◆ **TRY IT**:
Take each line from the entries that holds "white" and copy it out.
===== RECORDS FOR THE EXERCISE =====
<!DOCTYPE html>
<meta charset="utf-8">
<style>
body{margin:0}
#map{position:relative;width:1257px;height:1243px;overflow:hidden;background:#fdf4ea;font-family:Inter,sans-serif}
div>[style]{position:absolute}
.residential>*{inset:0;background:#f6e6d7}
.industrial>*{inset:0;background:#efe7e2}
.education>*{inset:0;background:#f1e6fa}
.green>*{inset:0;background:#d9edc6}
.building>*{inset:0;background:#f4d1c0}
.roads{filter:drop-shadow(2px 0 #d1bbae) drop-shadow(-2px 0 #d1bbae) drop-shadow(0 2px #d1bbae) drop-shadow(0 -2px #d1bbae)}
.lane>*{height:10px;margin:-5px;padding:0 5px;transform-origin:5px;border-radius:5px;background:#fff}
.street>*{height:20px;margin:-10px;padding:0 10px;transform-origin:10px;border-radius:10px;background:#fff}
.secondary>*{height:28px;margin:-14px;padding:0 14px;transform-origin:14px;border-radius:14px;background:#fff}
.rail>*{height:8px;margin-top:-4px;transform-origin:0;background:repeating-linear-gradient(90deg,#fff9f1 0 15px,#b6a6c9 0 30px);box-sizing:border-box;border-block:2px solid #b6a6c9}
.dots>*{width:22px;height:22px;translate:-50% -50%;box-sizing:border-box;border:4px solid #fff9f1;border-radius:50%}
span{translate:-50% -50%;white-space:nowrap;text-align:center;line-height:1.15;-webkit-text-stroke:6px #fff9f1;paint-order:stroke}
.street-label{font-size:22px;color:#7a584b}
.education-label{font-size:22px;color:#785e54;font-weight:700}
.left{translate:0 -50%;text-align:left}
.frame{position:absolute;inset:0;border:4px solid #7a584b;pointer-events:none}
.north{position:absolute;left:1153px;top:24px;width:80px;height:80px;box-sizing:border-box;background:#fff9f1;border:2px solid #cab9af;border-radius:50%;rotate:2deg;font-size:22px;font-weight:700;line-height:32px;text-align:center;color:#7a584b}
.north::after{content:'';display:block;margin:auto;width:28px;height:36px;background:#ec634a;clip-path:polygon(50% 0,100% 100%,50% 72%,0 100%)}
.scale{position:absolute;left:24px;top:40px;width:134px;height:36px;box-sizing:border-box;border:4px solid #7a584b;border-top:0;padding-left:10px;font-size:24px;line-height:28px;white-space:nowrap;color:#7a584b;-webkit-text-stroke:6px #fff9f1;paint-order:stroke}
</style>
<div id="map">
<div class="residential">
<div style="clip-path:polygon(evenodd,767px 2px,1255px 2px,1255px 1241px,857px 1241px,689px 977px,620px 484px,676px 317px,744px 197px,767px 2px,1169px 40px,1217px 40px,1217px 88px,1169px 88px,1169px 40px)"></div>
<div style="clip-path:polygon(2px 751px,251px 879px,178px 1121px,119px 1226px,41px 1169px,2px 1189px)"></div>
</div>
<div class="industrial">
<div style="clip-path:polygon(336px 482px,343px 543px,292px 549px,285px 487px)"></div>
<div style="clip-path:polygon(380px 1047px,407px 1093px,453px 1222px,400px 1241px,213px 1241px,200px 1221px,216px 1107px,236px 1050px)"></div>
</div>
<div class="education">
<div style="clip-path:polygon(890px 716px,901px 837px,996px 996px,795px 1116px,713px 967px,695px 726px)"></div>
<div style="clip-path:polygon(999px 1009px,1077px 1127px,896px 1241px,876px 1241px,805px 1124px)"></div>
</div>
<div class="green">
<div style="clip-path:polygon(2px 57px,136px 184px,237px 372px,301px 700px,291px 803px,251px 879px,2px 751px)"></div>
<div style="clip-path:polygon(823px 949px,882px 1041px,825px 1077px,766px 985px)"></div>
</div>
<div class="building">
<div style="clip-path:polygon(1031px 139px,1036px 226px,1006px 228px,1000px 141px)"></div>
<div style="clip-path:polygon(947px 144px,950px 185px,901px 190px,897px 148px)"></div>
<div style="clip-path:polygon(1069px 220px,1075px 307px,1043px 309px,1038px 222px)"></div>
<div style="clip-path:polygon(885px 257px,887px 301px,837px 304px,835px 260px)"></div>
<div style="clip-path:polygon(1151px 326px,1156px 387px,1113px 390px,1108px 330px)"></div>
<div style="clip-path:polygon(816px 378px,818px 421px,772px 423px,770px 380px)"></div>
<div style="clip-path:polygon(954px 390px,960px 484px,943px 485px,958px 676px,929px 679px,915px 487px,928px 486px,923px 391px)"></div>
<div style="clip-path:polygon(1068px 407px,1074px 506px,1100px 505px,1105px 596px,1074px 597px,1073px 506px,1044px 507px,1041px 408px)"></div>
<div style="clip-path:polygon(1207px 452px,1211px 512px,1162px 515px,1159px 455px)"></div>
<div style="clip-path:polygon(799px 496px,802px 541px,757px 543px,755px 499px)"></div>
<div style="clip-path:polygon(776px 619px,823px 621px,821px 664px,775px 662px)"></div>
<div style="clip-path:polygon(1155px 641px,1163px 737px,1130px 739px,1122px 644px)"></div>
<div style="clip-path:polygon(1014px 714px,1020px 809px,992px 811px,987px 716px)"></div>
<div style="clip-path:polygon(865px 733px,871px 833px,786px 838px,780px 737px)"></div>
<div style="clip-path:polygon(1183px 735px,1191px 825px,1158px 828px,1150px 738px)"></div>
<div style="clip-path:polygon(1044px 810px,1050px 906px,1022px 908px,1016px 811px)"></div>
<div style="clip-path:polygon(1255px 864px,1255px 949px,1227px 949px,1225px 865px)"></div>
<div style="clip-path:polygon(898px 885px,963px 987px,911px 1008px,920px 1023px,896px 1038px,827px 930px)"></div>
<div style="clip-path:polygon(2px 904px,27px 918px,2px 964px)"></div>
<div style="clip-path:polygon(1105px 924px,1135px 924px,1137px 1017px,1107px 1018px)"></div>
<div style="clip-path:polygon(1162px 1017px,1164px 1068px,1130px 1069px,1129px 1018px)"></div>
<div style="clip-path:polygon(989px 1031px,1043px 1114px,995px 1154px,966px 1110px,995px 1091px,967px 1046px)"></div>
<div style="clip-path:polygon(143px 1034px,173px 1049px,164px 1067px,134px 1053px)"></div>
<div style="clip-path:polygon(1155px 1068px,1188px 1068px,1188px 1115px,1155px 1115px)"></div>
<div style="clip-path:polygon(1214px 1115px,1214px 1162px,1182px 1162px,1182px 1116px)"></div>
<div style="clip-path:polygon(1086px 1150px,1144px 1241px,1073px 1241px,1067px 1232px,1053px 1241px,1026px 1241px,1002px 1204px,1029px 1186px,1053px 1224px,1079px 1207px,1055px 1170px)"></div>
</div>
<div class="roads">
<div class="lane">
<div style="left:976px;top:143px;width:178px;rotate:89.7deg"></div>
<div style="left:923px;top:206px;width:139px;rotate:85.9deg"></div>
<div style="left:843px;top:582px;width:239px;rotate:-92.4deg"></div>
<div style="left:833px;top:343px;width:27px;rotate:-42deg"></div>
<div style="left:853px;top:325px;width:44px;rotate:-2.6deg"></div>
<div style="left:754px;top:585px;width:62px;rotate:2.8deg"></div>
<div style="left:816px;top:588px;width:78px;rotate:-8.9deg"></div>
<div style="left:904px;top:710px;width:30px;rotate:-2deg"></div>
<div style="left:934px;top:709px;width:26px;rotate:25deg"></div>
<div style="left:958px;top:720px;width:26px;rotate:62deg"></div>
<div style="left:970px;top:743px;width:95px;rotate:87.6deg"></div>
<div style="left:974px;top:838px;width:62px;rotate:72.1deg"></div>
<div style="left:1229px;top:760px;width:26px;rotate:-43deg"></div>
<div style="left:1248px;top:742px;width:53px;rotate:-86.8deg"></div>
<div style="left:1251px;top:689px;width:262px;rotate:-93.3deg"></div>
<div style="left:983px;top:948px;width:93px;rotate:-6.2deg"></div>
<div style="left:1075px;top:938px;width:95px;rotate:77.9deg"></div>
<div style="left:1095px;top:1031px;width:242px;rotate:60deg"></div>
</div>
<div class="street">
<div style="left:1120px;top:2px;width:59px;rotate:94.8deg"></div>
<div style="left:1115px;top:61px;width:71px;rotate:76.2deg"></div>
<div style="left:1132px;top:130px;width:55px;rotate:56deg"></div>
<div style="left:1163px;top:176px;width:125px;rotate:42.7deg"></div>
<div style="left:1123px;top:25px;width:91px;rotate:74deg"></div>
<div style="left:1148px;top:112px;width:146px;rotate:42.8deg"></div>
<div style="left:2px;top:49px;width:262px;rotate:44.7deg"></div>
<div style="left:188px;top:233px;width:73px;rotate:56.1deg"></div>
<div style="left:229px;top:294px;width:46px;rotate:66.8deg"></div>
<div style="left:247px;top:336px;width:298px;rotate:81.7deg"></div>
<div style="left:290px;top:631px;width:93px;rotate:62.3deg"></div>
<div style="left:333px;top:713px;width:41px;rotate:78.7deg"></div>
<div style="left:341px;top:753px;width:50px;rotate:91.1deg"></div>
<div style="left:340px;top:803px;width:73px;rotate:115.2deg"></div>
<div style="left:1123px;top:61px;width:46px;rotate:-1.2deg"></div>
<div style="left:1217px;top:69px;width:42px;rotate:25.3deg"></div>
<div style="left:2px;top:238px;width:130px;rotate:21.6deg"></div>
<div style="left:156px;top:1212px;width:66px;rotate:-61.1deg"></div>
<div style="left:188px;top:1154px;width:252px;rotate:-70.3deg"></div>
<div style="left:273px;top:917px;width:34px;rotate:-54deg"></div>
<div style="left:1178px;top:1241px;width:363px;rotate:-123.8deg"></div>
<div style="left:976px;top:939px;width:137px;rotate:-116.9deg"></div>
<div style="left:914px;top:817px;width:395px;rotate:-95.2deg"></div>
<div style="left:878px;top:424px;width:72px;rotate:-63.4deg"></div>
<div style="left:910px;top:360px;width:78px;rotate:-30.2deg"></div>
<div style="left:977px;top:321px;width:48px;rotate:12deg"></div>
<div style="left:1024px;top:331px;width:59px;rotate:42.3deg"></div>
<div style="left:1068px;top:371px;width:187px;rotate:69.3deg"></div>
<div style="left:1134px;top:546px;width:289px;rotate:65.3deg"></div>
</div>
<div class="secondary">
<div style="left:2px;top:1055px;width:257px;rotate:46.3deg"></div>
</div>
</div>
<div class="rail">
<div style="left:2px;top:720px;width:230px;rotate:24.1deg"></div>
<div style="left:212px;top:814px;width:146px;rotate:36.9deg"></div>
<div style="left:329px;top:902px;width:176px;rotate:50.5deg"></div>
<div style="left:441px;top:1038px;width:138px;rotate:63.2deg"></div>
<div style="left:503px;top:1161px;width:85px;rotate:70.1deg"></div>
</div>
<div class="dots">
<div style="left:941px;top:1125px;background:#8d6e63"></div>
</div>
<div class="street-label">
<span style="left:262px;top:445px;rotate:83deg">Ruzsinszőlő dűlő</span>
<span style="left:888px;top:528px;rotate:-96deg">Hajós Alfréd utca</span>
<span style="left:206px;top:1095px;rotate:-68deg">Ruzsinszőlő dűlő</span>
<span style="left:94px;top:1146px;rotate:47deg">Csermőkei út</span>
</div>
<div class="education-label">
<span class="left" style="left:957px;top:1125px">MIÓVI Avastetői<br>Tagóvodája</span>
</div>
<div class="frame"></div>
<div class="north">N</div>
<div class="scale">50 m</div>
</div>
=====
◆ **WRITTEN RESPONSE**:
span{translate:-50% -50%;white-space:nowrap;text-align:center;line-height:1.15;-webkit-text-stroke:6px #fff9f1;paint-order:stroke}
.scale{position:absolute;left:24px;top:40px;width:134px;height:36px;box-sizing:border-box;border:4px solid #7a584b;border-top:0;padding-left:10px;font-size:24px;line-height:28px;white-space:nowrap;color:#7a584b;-webkit-text-stroke:6px #fff9f1;paint-order:stroke}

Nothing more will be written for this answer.